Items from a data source
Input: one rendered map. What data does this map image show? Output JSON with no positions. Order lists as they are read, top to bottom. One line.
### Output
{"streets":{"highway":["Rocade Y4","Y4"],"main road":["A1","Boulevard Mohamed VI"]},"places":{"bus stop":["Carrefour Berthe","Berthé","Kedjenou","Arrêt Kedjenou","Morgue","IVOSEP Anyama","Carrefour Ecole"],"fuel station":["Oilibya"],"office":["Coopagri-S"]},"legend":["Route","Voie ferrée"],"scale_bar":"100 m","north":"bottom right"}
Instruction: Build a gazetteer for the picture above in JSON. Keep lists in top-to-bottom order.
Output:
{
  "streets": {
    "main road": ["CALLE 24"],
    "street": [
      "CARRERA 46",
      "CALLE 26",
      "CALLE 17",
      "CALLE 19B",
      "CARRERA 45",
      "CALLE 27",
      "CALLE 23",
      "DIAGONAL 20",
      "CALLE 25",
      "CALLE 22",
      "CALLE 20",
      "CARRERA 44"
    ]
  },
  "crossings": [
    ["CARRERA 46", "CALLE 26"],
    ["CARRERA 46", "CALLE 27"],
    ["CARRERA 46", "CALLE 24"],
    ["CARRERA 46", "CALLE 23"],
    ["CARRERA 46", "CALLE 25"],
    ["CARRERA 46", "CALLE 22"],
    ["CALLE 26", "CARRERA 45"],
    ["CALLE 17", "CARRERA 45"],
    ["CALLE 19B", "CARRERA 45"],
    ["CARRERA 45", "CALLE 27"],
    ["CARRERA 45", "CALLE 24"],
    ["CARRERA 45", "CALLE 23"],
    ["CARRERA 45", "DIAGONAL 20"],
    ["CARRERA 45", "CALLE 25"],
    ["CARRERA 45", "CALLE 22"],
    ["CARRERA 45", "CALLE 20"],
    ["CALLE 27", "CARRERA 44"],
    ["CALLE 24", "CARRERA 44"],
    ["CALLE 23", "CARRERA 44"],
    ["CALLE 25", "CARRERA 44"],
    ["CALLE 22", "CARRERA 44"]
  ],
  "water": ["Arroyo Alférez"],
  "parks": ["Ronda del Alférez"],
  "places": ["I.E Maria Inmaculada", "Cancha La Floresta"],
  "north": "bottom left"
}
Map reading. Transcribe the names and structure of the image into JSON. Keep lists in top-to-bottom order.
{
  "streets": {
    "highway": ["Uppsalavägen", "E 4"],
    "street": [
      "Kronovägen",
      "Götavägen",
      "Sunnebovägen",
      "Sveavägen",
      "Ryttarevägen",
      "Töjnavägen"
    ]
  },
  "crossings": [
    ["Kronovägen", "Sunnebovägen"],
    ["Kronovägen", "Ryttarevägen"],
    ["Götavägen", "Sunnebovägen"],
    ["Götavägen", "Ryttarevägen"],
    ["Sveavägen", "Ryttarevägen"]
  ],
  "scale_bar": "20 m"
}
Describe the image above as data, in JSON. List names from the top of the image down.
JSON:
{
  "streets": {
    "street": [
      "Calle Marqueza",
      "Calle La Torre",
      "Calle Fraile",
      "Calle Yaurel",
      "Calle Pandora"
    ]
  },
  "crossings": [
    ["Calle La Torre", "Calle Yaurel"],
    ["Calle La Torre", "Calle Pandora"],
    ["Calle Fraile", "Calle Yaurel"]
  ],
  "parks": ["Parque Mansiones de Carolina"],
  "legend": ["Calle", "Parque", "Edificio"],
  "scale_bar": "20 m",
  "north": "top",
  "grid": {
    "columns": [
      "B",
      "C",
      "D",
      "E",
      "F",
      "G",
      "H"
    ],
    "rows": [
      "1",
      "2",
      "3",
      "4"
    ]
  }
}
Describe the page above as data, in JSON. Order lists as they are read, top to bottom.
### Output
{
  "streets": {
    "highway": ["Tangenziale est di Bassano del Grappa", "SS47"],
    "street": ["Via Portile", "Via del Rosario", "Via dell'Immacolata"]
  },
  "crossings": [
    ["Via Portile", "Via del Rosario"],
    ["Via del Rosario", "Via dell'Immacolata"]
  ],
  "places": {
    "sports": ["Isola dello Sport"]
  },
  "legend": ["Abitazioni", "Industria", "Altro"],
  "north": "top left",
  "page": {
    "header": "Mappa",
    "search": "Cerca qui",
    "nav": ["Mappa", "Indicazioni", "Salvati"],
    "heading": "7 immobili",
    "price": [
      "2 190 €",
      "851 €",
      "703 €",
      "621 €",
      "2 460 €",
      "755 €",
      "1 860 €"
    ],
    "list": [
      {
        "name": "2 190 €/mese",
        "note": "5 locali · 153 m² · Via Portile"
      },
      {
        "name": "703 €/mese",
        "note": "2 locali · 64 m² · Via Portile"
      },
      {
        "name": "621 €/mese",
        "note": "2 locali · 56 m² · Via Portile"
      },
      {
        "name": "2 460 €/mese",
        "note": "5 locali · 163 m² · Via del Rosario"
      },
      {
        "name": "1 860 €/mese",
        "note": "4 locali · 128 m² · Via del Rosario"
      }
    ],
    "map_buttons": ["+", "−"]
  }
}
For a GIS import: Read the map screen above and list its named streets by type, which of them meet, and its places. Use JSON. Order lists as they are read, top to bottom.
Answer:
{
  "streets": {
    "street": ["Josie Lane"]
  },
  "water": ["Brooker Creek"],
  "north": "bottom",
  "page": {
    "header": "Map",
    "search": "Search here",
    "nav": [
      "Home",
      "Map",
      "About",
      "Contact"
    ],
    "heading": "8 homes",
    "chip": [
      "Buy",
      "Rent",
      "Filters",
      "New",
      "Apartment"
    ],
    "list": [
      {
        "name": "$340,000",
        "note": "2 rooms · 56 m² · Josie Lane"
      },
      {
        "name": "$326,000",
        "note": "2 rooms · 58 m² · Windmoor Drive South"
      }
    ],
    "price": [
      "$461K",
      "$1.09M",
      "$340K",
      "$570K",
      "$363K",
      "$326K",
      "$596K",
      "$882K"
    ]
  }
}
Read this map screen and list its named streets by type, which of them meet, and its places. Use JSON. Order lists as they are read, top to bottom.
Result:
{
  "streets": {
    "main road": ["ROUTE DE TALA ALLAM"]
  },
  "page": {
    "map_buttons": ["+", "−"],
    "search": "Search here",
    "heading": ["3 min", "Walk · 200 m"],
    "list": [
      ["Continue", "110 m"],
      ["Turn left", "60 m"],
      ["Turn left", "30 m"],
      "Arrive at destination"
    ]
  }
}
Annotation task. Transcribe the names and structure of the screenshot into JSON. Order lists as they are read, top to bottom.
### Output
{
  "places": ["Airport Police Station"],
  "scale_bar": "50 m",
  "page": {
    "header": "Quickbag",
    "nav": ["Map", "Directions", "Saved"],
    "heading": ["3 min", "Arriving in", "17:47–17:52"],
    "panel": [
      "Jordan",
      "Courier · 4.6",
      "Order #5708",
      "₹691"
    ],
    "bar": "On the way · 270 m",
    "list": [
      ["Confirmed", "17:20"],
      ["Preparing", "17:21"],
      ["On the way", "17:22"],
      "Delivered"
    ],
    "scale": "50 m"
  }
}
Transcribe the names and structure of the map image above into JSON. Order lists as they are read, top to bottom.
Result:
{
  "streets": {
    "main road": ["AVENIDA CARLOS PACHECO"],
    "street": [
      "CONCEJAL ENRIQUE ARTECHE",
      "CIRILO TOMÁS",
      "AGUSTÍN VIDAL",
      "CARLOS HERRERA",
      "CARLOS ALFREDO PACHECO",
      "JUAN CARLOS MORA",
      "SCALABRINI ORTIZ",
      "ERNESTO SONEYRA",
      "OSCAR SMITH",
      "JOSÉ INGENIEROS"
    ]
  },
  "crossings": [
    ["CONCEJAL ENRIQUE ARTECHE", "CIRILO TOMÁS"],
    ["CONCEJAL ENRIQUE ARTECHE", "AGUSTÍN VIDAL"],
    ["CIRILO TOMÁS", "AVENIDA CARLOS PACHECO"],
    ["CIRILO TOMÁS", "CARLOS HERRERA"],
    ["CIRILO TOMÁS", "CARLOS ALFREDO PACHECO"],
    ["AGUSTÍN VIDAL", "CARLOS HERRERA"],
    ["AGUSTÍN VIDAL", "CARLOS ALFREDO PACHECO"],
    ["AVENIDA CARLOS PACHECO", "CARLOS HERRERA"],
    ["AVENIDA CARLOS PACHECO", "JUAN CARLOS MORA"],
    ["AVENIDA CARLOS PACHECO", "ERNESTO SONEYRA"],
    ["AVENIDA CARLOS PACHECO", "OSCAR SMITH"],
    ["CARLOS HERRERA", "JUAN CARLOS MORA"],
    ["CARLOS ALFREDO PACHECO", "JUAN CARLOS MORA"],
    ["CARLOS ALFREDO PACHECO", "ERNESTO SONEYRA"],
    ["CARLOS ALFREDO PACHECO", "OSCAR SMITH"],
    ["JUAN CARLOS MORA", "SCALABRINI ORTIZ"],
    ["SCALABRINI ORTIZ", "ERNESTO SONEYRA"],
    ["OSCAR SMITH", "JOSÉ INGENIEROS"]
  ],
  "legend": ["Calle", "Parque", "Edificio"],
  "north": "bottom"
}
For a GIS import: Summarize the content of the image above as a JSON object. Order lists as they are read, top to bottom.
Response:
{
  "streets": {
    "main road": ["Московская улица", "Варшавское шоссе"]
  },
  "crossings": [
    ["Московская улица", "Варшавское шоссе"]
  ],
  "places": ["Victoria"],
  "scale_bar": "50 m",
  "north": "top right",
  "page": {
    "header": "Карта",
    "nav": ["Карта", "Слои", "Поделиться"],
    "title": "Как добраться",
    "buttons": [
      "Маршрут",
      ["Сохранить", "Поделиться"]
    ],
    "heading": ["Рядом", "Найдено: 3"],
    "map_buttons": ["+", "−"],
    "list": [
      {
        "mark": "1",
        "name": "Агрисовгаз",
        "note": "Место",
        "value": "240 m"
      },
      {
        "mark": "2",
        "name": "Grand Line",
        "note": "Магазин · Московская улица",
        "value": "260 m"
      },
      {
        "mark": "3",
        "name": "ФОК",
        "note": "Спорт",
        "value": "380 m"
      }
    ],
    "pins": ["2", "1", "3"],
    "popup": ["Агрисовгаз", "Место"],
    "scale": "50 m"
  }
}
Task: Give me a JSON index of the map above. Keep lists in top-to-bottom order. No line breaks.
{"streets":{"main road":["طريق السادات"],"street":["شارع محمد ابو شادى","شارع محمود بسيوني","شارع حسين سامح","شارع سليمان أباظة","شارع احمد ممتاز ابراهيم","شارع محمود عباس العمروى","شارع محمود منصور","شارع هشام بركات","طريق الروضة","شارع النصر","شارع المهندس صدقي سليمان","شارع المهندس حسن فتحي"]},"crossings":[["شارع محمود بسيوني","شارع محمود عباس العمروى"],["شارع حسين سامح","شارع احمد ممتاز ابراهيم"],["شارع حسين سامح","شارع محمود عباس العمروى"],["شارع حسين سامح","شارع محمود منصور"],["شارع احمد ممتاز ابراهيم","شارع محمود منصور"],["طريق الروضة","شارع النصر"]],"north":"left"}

# [The problem]
Proceeding from the line containing "Annotation task. Transcribe" through the line containing "Transcribe the names and structure of the map", transcribe the lines above exactly, both end lines included.

# [Your solution]
Annotation task. Transcribe the names and structure of the screenshot into JSON. Order lists as they are read, top to bottom.
### Output
{
  "places": ["Airport Police Station"],
  "scale_bar": "50 m",
  "page": {
    "header": "Quickbag",
    "nav": ["Map", "Directions", "Saved"],
    "heading": ["3 min", "Arriving in", "17:47–17:52"],
    "panel": [
      "Jordan",
      "Courier · 4.6",
      "Order #5708",
      "₹691"
    ],
    "bar": "On the way · 270 m",
    "list": [
      ["Confirmed", "17:20"],
      ["Preparing", "17:21"],
      ["On the way", "17:22"],
      "Delivered"
    ],
    "scale": "50 m"
  }
}
Transcribe the names and structure of the map image above into JSON. Order lists as they are read, top to bottom.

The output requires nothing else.